The Environment Minister has asked for a change in the law to ask others to have the final say on the future hospital planning application alongside him.
At present, major planning applications, like the future hospital, are assessed for their impact during a public inquiry.
An appointed independent planning officer then makes a recommendation on whether the application should be approved to the Environment Minister, who makes the ultimate decision.
But Deputy John Young is seeking to spread that burden among a larger group, including an Assistant Minister and the Chair of the Planning Committee.
The revelation came when the Minister was asked during this week’s States Assembly meeting whether he feels comfortable discharging the burden a second time.
Noting that it is a “high-pressure” situation, Deputy Young said that he had signed a Ministerial Decision instructing officers to draw up plans that would widen the planning law to allow others to be involved in major planning decisions.
While he was unable to provide an exact date for that work to be finished, he said he was hoping those plans would come before the States assembly for a vote this year.
Deputy Young became the second successive Minister to reject plans to revamp the current hospital last year, agreeing with the planning inspector that the resulting development would be “imposing and out of scale” with the area, and likely to cause “unreasonable harm”.
Video: The Environment Minister explaining his reasons for rejecting the previous future hospital planning application.

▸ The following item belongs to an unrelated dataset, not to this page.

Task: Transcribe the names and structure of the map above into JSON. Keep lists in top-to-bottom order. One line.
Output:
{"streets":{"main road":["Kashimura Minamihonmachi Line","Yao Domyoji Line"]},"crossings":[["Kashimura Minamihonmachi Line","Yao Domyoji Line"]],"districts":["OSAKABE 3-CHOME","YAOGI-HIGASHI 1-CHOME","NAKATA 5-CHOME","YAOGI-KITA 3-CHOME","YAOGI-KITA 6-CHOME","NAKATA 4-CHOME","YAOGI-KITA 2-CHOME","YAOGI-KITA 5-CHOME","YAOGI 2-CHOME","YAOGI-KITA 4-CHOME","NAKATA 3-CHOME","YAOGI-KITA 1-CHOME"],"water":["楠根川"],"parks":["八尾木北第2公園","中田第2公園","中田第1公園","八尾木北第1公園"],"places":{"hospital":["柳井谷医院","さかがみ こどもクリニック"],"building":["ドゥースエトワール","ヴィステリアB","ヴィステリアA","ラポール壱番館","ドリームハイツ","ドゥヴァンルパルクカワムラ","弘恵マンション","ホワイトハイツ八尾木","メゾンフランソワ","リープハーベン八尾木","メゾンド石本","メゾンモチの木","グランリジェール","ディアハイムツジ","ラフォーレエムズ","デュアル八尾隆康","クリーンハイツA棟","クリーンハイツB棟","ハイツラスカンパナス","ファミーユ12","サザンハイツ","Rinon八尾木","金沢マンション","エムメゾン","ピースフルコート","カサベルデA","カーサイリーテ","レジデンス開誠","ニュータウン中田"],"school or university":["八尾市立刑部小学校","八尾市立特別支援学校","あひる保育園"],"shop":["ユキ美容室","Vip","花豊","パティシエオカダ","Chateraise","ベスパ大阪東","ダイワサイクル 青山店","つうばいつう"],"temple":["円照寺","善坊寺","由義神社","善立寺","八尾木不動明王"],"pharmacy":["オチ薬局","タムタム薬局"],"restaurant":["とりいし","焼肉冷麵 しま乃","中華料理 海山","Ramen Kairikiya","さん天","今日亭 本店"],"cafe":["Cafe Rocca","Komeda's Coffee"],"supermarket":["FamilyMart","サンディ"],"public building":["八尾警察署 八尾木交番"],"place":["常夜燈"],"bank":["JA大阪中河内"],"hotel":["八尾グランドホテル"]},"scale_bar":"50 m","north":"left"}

The year before, his predecessor, Deputy Steve Luce, rejected the development on similar grounds, with the plans blasted as “over-dominant, obtrusive and alien.”
At the time, both Ministers spoke of the burden upon them in making their decisions, but claimed that they had been taken in the “public interest.”
Senator Moore asked Deputy Young during this week’s States Assembly meeting whether he felt content that enough work had been done to establish a public interest test in advance of any new application being submitted.
He replied that “enormous effort” had been put into producing supplementary planning guidance for the team developing the new hospital to follow in the hope that any new proposals carefully balance relevant factors.
Elsewhere in the meeting, Deputy Steve Ahier asked the Environment Minister whether he was aware of any protected species at Le Val André – the woodlands at the bottom of the Overdale site.
While the Minister said he was not sure, he noted that any planning application would have to accompany an environmental impact assessment.
He noted, however, that he had distanced himself from the site selection process as he has responsibility for the ultimate decision.